Many existing JSON APIs are not consistent between types. As JSON endpoints grew organically and were built by different engineers at different times, the style in which records are represented can vary wildly.
Historically, we have asked adapter authors to rely on the fact that the type of record is
provided to all adapter hooks (either by passing a type
argument, or by passing a record
whose constructor
can be used) to decide when to use different URLs or serializers.
While this approach works, it tends to lead to complicated and noisy code that is annoying to write:
find: function(store, type, id) {
if (type === App.Post) {
$.ajax('/enterprise_cms/v134uu5/db-legacy/posts_endpoint-v2/'+id, 'GET', {
success: function(json) {
store.load(type, json);
}
});
} else if (type === App.Comment) {
$.ajax('/comments/'+id, 'GET', {
success: function(json) {
store.load(type, json);
}
});
}
// ...more conditionals here
}
Users should be able to specify adapters and serializers on a per-type basis, to remove the need for these ugly, monolithic conditionals.
Now, instead of specifying a single adapter for the store, multiple adapters can be registered.

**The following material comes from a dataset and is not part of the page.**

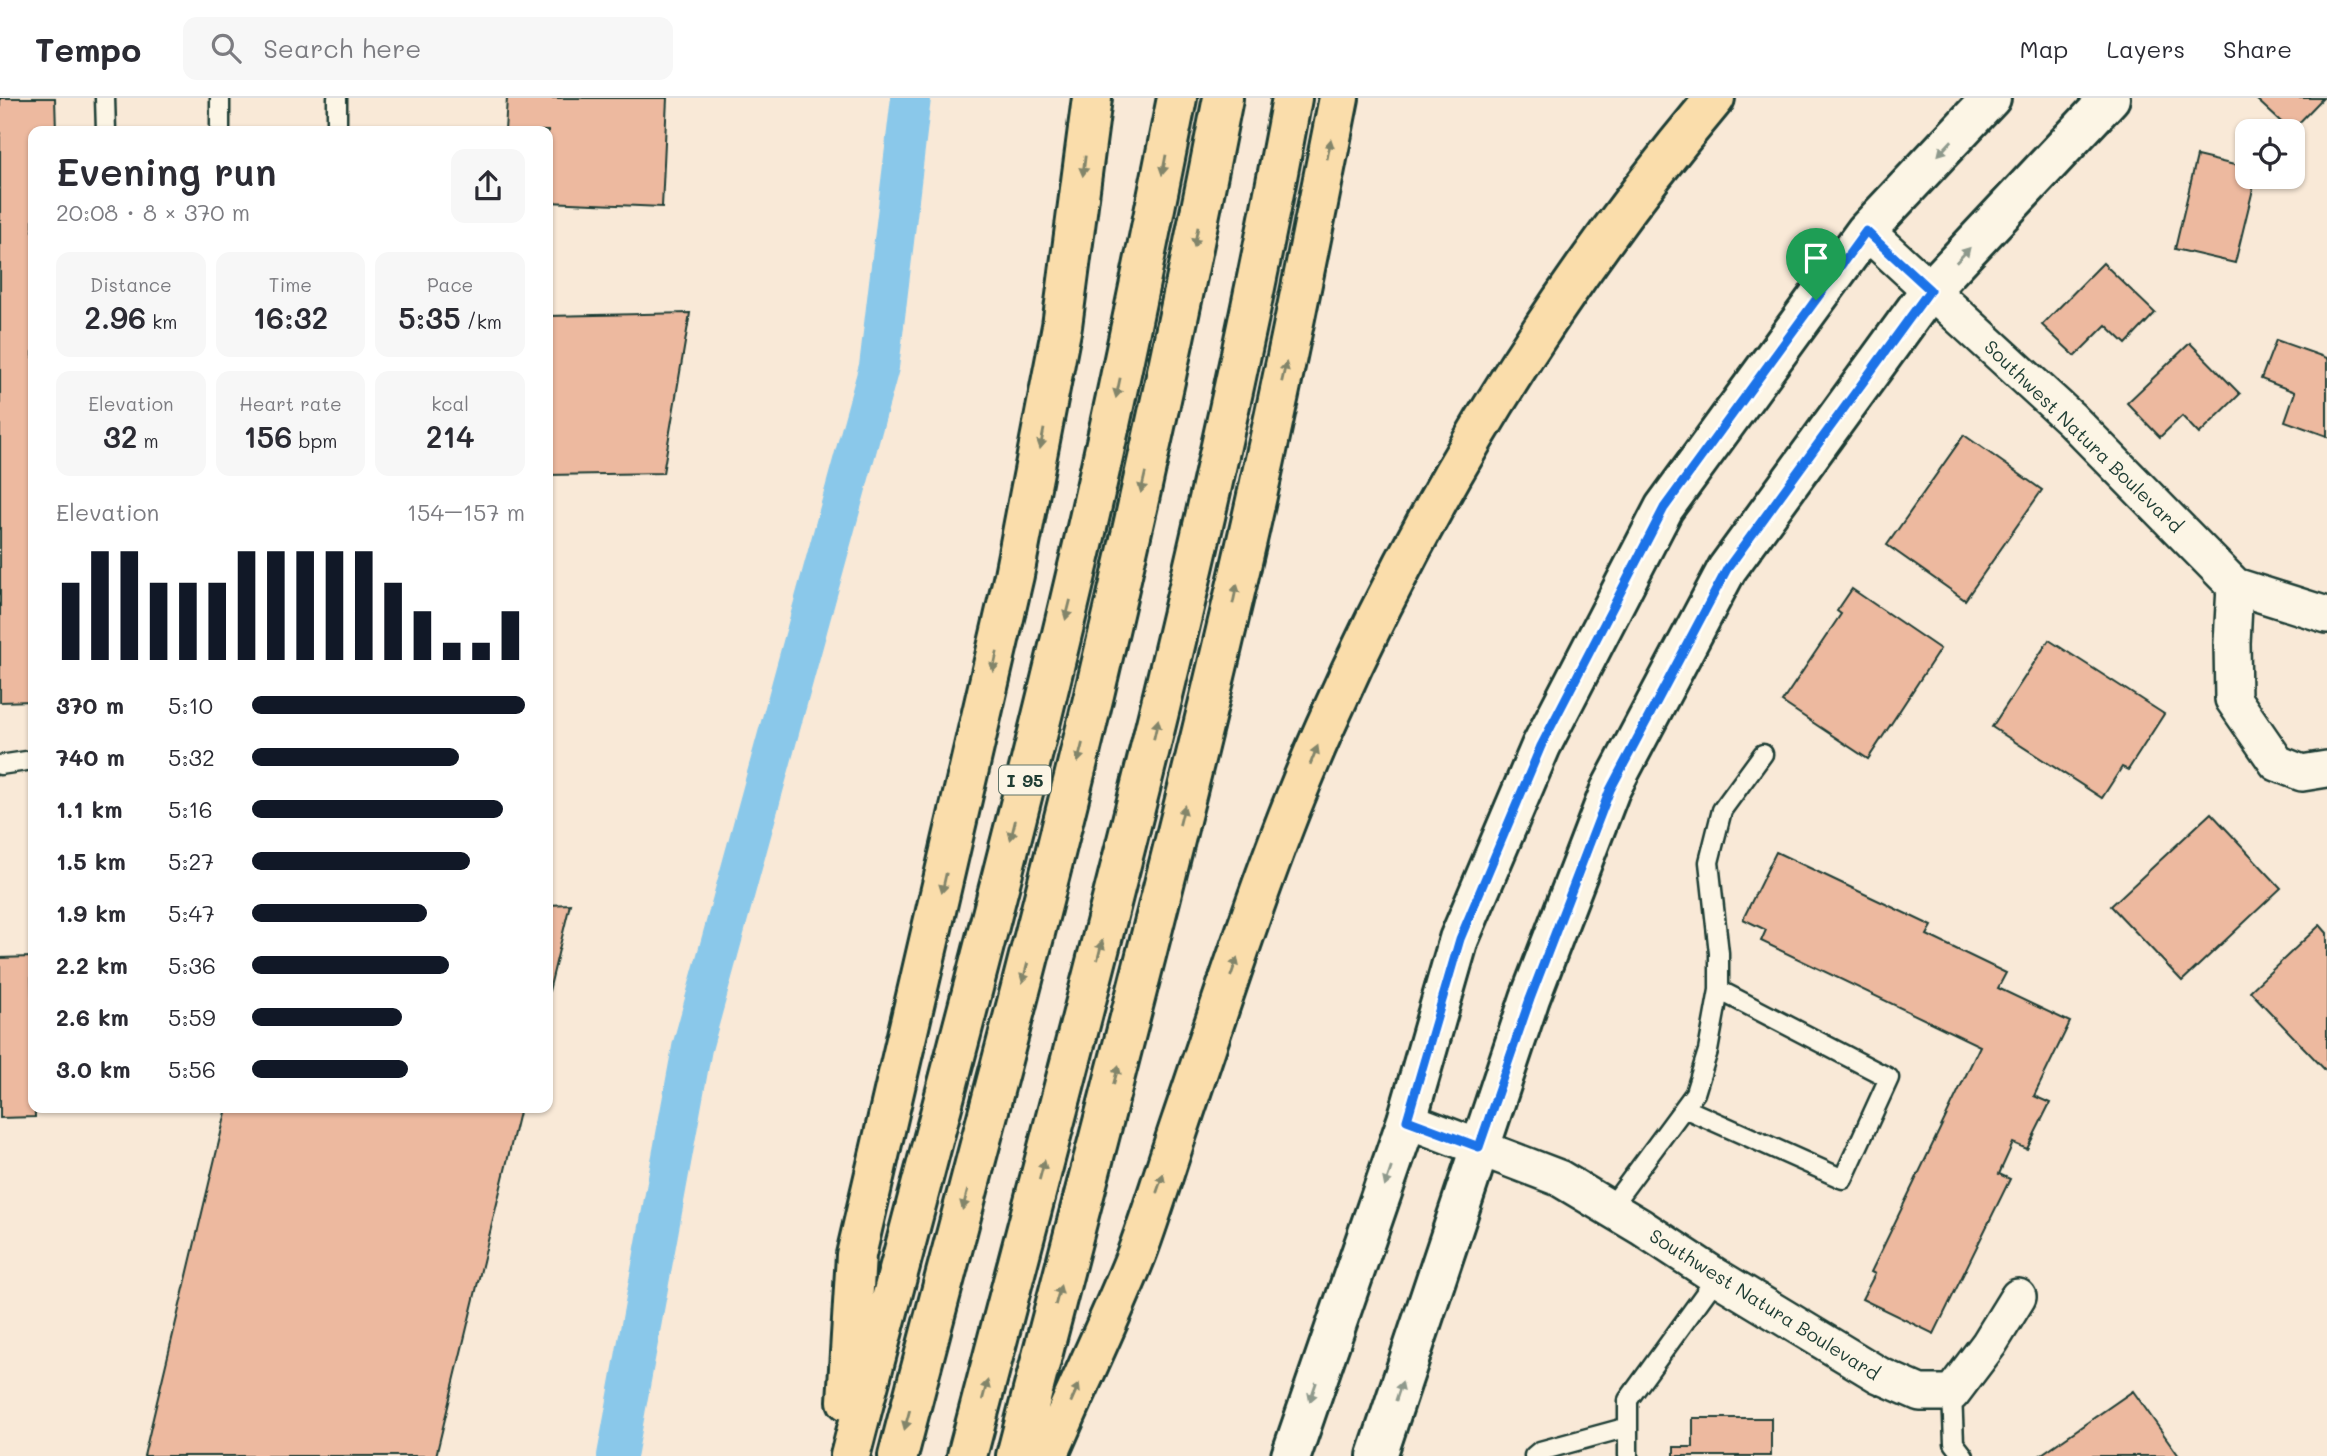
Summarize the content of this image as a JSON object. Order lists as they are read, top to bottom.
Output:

Each adapter is associated with one or more types, like this:
// Types can be specified as either strings or classes
DS.Store.registerAdapter(['App.Post', 'App.Comment'], DS.Adapter.extend({
find: function(store, type, id) {
$.ajax(this.buildURL(type), 'GET', {
success: function(json) {
store.load(type, json);
}
});
}
}));
DS.Store.registerAdapter('App.LegacyModel', DS.Adapter.extend({
find: function(store, type, id) {
$.ajax('/crazy-larrys-java-api/iamondrugs/this-url_is&so-long?id='+id, 'GET', {
success: function(json) {
store.load(type, json);
}
});
}
}));
You can still specify a default adapter for the store by using the existing syntax:
App.Store = DS.Store.extend({
adapter: 'App.MyAdapter'
});
This default adapter will be used as a fallback if you try to load a record that does not have an adapter specified for its type.